→ PROBLEM TO WORK ON
Go to the line holding "Map reading. Give me a JSON index of this map." in the entries below and write out exactly every line down to and including the line holding "Map reading. What".

→ RECORDS FOR THE TASK
#####

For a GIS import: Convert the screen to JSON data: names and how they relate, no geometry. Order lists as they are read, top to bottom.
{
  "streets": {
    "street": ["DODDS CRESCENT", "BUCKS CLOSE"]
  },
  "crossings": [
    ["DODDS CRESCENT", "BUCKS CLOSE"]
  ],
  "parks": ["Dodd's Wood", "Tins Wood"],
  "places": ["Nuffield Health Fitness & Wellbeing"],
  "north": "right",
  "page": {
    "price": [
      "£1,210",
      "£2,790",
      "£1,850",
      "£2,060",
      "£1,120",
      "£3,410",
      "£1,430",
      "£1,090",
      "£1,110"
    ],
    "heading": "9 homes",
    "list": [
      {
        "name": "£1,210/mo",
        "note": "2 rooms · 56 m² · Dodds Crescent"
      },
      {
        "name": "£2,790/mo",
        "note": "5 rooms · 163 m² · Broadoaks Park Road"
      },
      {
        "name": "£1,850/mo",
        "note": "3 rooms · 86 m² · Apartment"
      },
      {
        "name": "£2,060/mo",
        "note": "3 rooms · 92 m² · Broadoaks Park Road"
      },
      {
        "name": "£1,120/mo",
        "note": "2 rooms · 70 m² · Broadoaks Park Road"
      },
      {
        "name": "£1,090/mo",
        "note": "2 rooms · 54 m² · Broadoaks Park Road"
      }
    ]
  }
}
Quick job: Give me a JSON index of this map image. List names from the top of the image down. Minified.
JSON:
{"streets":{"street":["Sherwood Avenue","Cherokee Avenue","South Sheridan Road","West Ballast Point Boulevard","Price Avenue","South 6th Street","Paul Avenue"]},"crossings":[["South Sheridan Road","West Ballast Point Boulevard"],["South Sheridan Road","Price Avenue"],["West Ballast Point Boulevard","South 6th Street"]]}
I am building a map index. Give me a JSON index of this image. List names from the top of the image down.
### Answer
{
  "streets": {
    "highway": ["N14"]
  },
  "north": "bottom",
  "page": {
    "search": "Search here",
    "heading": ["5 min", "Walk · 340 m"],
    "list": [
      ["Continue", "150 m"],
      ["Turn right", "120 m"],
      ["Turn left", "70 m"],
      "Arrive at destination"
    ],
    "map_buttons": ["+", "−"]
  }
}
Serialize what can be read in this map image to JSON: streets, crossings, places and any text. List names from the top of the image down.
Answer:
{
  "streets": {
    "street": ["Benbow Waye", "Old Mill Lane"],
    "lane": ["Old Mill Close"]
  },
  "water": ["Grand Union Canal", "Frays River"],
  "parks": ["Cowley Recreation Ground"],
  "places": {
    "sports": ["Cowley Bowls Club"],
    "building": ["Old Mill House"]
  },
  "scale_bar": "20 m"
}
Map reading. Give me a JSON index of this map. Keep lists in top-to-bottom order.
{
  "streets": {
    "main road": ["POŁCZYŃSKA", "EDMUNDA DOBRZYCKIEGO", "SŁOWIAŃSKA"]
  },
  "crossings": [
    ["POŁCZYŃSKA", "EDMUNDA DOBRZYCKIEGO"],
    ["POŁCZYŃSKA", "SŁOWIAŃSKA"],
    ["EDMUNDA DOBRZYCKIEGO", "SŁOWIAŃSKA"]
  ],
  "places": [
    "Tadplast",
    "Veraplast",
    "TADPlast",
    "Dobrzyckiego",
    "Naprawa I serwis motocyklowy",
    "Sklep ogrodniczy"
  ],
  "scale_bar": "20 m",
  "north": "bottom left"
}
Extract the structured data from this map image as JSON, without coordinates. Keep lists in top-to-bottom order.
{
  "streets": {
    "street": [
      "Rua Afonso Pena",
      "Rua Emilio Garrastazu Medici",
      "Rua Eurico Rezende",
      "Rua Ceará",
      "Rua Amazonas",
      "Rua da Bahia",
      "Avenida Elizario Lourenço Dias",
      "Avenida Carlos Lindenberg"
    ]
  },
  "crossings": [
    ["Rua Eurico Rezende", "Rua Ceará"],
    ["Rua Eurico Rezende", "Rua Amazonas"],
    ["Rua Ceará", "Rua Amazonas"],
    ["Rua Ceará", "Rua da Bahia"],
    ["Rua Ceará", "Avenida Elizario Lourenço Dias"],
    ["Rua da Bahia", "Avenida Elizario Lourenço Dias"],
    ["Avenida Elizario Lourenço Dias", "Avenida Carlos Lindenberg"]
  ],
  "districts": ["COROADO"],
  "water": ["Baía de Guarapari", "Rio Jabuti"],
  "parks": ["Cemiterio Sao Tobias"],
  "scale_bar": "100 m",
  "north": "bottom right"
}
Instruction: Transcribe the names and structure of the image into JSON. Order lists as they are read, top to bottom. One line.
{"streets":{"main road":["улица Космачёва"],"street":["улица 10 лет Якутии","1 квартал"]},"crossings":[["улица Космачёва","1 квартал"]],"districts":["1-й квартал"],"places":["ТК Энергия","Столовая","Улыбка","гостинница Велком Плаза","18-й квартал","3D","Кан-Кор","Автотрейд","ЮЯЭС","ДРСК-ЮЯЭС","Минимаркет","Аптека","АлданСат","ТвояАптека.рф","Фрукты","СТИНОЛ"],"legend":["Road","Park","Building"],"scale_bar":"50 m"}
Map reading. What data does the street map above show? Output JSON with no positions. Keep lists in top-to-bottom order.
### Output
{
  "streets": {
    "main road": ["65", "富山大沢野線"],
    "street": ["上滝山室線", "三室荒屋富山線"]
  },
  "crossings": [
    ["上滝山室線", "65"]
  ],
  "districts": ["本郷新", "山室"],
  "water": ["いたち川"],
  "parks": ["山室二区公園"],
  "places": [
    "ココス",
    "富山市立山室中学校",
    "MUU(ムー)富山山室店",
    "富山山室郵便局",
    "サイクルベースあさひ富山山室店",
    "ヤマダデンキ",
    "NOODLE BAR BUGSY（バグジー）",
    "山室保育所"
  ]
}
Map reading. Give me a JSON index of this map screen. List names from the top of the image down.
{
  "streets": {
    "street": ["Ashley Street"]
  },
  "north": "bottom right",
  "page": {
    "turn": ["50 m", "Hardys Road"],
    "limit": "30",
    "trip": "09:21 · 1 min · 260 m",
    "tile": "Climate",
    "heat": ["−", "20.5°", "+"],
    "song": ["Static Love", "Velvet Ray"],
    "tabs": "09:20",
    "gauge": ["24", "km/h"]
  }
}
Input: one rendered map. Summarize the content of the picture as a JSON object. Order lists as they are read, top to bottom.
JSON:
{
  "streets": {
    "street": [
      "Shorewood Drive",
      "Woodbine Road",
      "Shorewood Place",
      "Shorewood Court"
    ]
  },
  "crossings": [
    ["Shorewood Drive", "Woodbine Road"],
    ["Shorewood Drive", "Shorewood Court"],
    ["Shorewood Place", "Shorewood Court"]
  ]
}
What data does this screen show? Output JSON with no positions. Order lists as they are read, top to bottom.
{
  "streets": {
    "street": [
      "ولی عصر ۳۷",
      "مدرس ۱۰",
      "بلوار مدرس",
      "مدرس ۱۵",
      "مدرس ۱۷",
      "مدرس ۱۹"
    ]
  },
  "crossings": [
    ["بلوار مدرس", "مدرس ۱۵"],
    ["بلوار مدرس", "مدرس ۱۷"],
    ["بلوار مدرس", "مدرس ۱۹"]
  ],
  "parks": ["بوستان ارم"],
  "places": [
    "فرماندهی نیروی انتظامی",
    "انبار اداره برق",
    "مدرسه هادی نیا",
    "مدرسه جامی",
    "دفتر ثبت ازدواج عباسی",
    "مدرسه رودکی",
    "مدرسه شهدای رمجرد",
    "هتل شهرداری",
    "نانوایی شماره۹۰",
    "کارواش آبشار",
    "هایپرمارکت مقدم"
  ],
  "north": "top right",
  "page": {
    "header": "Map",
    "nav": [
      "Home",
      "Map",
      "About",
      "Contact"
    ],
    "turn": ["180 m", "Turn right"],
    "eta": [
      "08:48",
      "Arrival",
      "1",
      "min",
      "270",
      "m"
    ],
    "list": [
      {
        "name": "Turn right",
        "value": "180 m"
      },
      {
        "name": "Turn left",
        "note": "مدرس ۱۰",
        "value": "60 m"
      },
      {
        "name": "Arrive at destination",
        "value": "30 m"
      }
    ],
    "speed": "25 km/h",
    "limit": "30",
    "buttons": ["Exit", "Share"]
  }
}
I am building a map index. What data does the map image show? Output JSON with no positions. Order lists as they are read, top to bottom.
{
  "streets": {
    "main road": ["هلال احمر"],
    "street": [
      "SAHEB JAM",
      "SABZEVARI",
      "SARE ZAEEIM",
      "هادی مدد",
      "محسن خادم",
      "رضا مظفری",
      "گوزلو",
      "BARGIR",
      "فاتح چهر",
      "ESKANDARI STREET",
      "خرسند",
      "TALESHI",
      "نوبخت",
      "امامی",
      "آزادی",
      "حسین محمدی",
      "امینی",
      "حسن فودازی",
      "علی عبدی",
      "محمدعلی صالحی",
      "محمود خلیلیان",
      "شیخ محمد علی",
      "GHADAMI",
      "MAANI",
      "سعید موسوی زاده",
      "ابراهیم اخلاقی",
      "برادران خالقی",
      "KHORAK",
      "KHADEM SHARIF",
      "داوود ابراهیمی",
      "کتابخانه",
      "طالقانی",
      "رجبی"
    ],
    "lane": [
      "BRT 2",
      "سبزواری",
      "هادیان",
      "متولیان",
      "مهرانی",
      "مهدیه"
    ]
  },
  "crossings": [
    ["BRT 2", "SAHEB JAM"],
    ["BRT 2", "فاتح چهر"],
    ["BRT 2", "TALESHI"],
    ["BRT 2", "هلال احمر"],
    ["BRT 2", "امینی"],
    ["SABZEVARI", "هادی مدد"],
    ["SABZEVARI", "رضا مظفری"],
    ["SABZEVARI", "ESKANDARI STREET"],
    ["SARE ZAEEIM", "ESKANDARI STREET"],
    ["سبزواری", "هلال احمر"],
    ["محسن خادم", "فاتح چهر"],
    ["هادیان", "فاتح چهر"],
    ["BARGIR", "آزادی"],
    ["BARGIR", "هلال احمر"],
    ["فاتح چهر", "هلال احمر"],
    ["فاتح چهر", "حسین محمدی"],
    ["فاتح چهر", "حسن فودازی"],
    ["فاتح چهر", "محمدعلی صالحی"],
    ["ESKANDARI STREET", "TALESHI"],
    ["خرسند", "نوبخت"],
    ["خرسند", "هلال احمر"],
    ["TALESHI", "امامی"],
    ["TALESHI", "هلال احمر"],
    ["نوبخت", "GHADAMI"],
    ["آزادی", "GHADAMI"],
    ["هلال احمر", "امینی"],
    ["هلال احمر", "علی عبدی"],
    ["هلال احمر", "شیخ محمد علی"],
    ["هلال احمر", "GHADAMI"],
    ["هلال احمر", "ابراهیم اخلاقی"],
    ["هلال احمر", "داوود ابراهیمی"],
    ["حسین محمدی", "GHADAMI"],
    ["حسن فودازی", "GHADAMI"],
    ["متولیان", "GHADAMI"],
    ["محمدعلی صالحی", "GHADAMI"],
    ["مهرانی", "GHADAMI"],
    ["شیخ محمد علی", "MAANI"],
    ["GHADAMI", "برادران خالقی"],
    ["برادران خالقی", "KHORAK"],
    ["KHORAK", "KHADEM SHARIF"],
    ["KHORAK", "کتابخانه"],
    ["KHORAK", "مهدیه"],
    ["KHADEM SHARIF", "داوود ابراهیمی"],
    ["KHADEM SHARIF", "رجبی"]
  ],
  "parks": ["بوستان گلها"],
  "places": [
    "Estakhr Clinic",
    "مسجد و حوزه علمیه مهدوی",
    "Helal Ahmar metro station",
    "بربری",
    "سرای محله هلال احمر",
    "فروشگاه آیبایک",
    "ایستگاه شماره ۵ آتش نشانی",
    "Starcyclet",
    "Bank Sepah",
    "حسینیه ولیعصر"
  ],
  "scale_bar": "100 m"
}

#####

→ EXERCISE ANSWER
Map reading. Give me a JSON index of this map. Keep lists in top-to-bottom order.
{
  "streets": {
    "main road": ["POŁCZYŃSKA", "EDMUNDA DOBRZYCKIEGO", "SŁOWIAŃSKA"]
  },
  "crossings": [
    ["POŁCZYŃSKA", "EDMUNDA DOBRZYCKIEGO"],
    ["POŁCZYŃSKA", "SŁOWIAŃSKA"],
    ["EDMUNDA DOBRZYCKIEGO", "SŁOWIAŃSKA"]
  ],
  "places": [
    "Tadplast",
    "Veraplast",
    "TADPlast",
    "Dobrzyckiego",
    "Naprawa I serwis motocyklowy",
    "Sklep ogrodniczy"
  ],
  "scale_bar": "20 m",
  "north": "bottom left"
}
Extract the structured data from this map image as JSON, without coordinates. Keep lists in top-to-bottom order.
{
  "streets": {
    "street": [
      "Rua Afonso Pena",
      "Rua Emilio Garrastazu Medici",
      "Rua Eurico Rezende",
      "Rua Ceará",
      "Rua Amazonas",
      "Rua da Bahia",
      "Avenida Elizario Lourenço Dias",
      "Avenida Carlos Lindenberg"
    ]
  },
  "crossings": [
    ["Rua Eurico Rezende", "Rua Ceará"],
    ["Rua Eurico Rezende", "Rua Amazonas"],
    ["Rua Ceará", "Rua Amazonas"],
    ["Rua Ceará", "Rua da Bahia"],
    ["Rua Ceará", "Avenida Elizario Lourenço Dias"],
    ["Rua da Bahia", "Avenida Elizario Lourenço Dias"],
    ["Avenida Elizario Lourenço Dias", "Avenida Carlos Lindenberg"]
  ],
  "districts": ["COROADO"],
  "water": ["Baía de Guarapari", "Rio Jabuti"],
  "parks": ["Cemiterio Sao Tobias"],
  "scale_bar": "100 m",
  "north": "bottom right"
}
Instruction: Transcribe the names and structure of the image into JSON. Order lists as they are read, top to bottom. One line.
{"streets":{"main road":["улица Космачёва"],"street":["улица 10 лет Якутии","1 квартал"]},"crossings":[["улица Космачёва","1 квартал"]],"districts":["1-й квартал"],"places":["ТК Энергия","Столовая","Улыбка","гостинница Велком Плаза","18-й квартал","3D","Кан-Кор","Автотрейд","ЮЯЭС","ДРСК-ЮЯЭС","Минимаркет","Аптека","АлданСат","ТвояАптека.рф","Фрукты","СТИНОЛ"],"legend":["Road","Park","Building"],"scale_bar":"50 m"}
Map reading. What data does the street map above show? Output JSON with no positions. Keep lists in top-to-bottom order.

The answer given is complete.